Rifle and ammunition manufacturers also disagree about the best way to clean, although all recommend regular cleaning. Anschutz recommend dry patching the barrel after shooting, and a thorough clean at least every 5,000 rounds (reduced to every 1,000 for the first 5,00 rounds). Bleiker and Eley recommend wet patching after shooting, and brushing every few hundred.
I prefer to clean my barrels regularly, and they shoot acceptably, and I hope will maintain accuracy for longer (the priming compound is mildly abrasive, and is a major factor in barrel wear). I clean with patches and solvent after shooting, and brush every few hundred rounds to ensure there is no lead in the throat and grooves. Others brush more frequently (say every time they shoot), others less frequently (every thousand rounds, or once a year), and some even not at all. Bronze brushes won't harm the bore, but many shooters get acceptable accuracy without their use.

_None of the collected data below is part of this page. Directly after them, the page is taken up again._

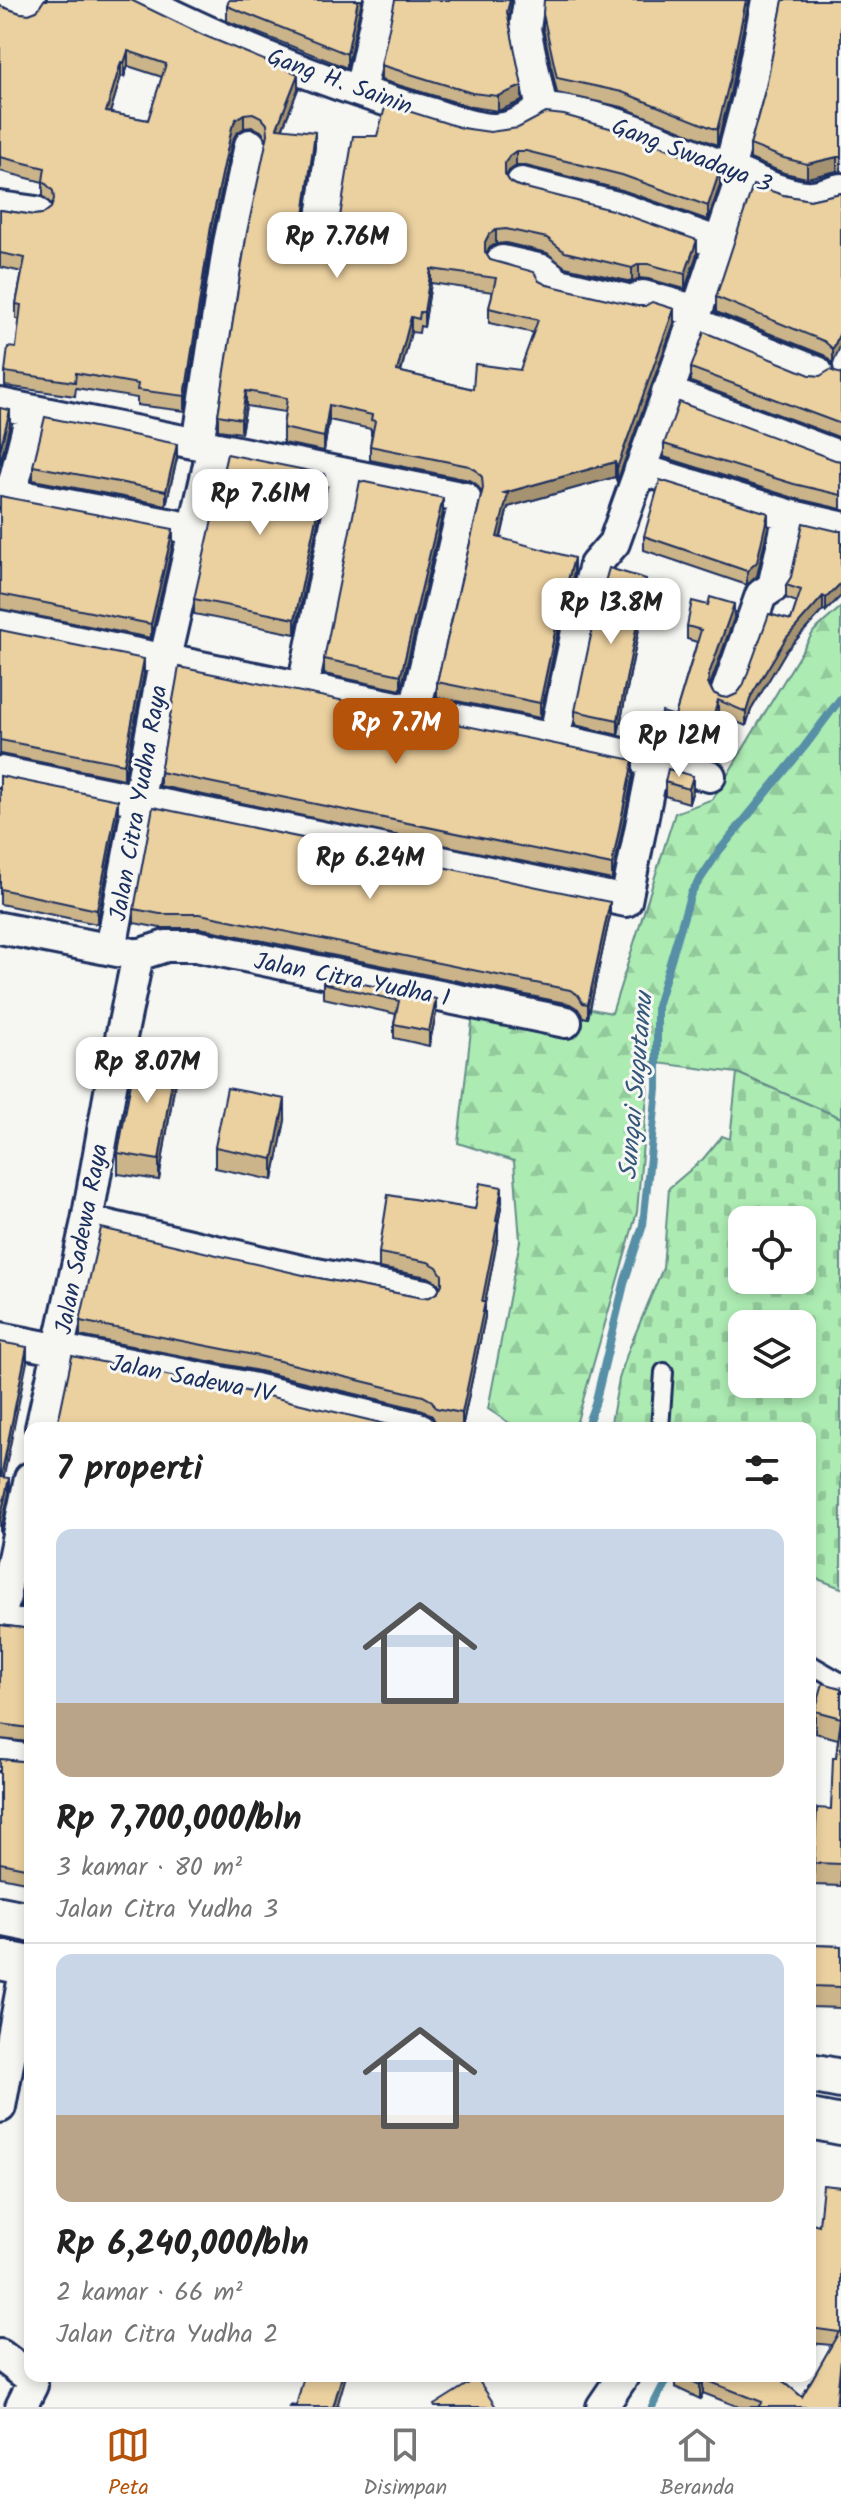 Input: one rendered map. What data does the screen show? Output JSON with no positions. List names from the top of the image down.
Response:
{
  "streets": {
    "street": [
      "Gang H. Sainin",
      "Gang Swadaya 3",
      "Jalan Citra Yudha Raya",
      "Jalan Citra Yudha 1",
      "Jalan Sadewa Raya",
      "Jalan Sadewa IV"
    ]
  },
  "crossings": [
    ["Gang H. Sainin", "Gang Swadaya 3"],
    ["Jalan Citra Yudha Raya", "Jalan Citra Yudha 1"],
    ["Jalan Citra Yudha Raya", "Jalan Sadewa Raya"],
    ["Jalan Citra Yudha 1", "Jalan Sadewa Raya"],
    ["Jalan Sadewa Raya", "Jalan Sadewa IV"]
  ],
  "water": ["Sungai Sugutamu"],
  "page": {
    "price": [
      "Rp 7.76M",
      "Rp 7.61M",
      "Rp 13.8M",
      "Rp 7.7M",
      "Rp 12M",
      "Rp 6.24M",
      "Rp 8.07M"
    ],
    "heading": "7 properti",
    "list": [
      {
        "name": "Rp 7,700,000/bln",
        "note": "3 kamar · 80 m² · Jalan Citra Yudha 3"
      },
      {
        "name": "Rp 6,240,000/bln",
        "note": "2 kamar · 66 m² · Jalan Citra Yudha 2"
      }
    ],
    "tabs": ["Peta", "Disimpan", "Beranda"]
  }
} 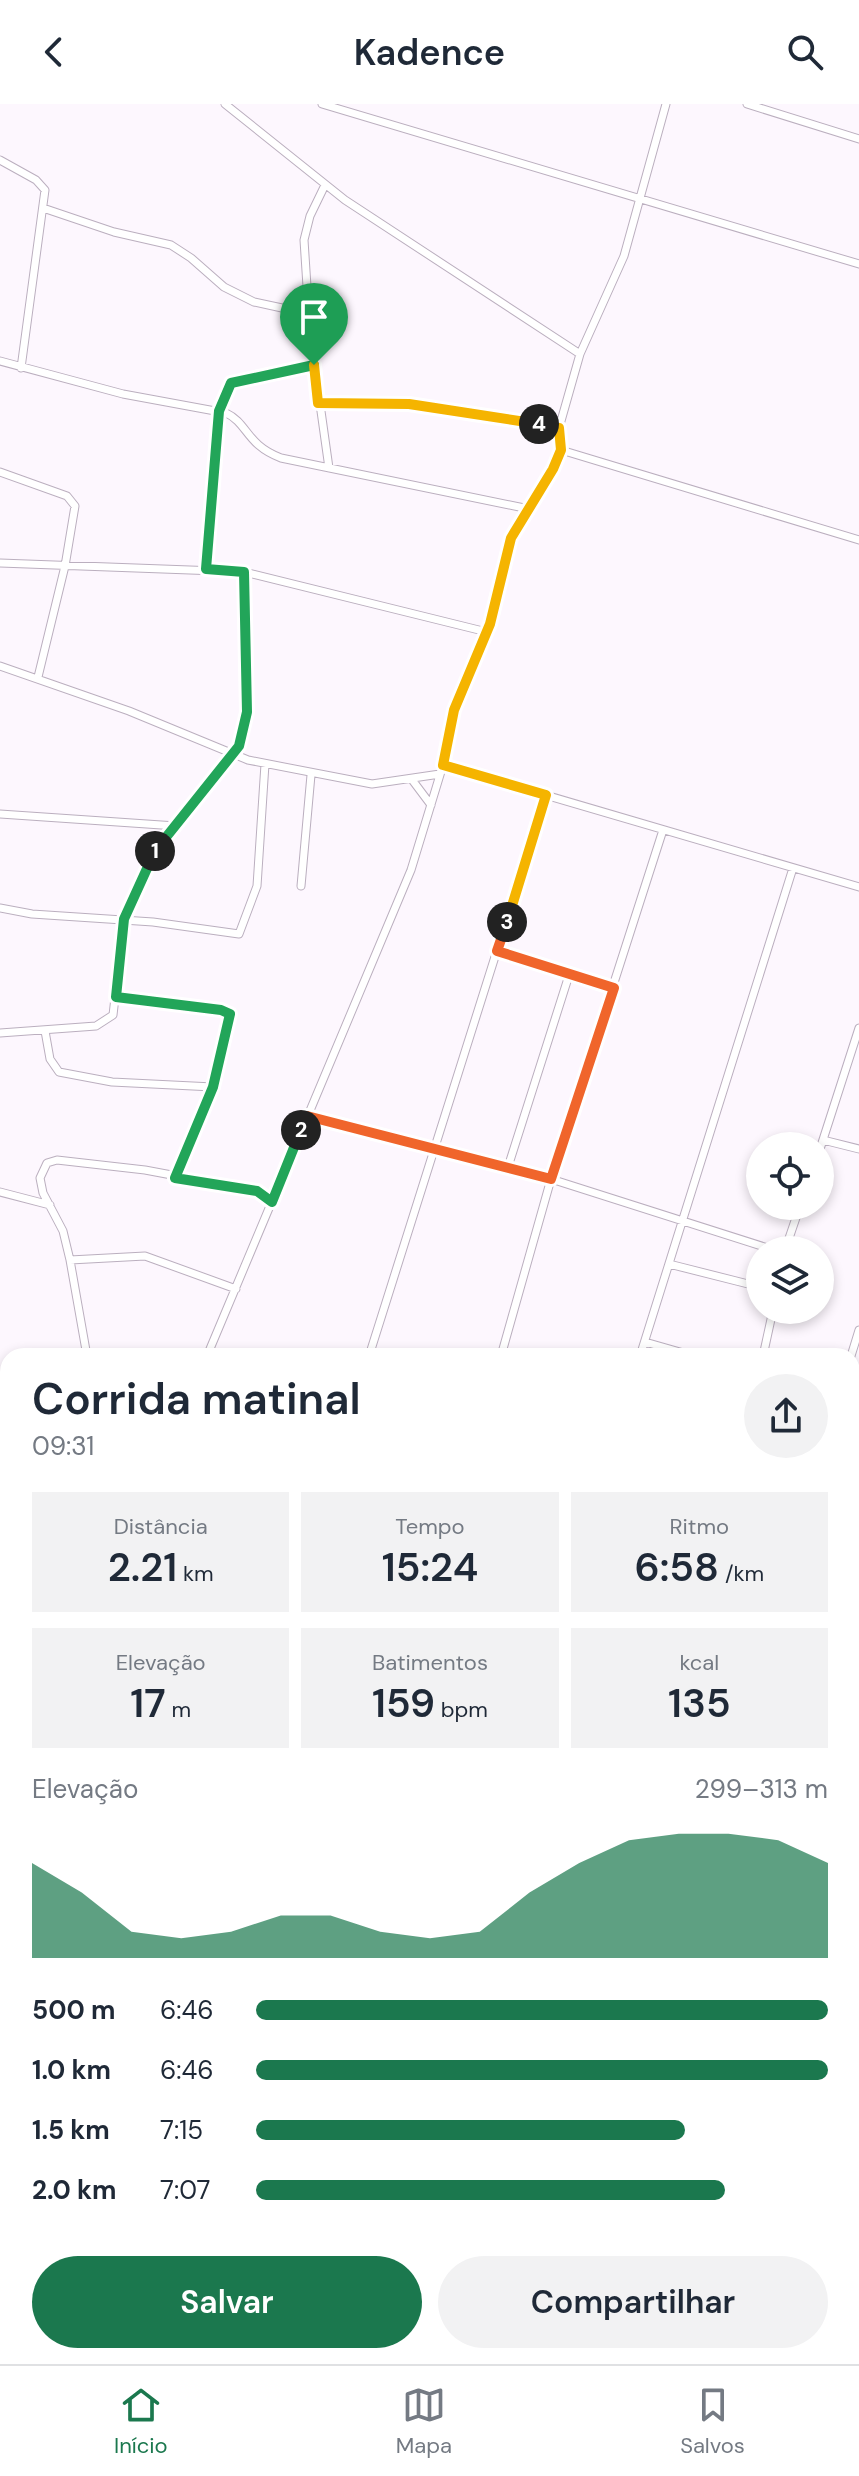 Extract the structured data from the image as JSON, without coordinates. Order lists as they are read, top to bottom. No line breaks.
{"page":{"header":"Kadence","pins":["4","1","3","2"],"heading":["Corrida matinal","09:31"],"stats":[["Distância","2.21 km"],["Tempo","15:24"],["Ritmo","6:58 /km"],["Elevação","17 m"],["Batimentos","159 bpm"],["kcal","135"]],"chart":["Elevação","299–313 m"],"list":[{"name":"500 m","note":"6:46"},{"name":"1.0 km","note":"6:46"},{"name":"1.5 km","note":"7:15"},{"name":"2.0 km","note":"7:07"}],"buttons":["Salvar","Compartilhar"],"tabs":["Início","Mapa","Salvos"]}}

Don't scrub back and forth with a brush, as this damages the wires; if the wires collapse on one side the metal core can rub the bore, which is damaging.
When cleaning, use a good single piece steel cleaning rod; I like the nylon-coated Dewey rods, but these aren't the only ones. I won't use 3-piece aluminium and brass rods, as these bend too easily, and the joints may not line up straight. A ball-bearing handle is good too, so the patch or brush follows the rifling grooves, rather than skipping over. I always use a close fitting rod guide, to support the rod and keep it centred in the bore. This minimises the chance of the rod rubbing the bore. The guide also keeps oil and solvent out of the bedding (wood and epoxy will be softened by prolonged exposure) and the trigger. Many shooters take the precaution of removing the jag or brush when pulling the rod back through the muzzle, but you don't have to do this, so long as you take care that the rod and ferrule don't rub the crown.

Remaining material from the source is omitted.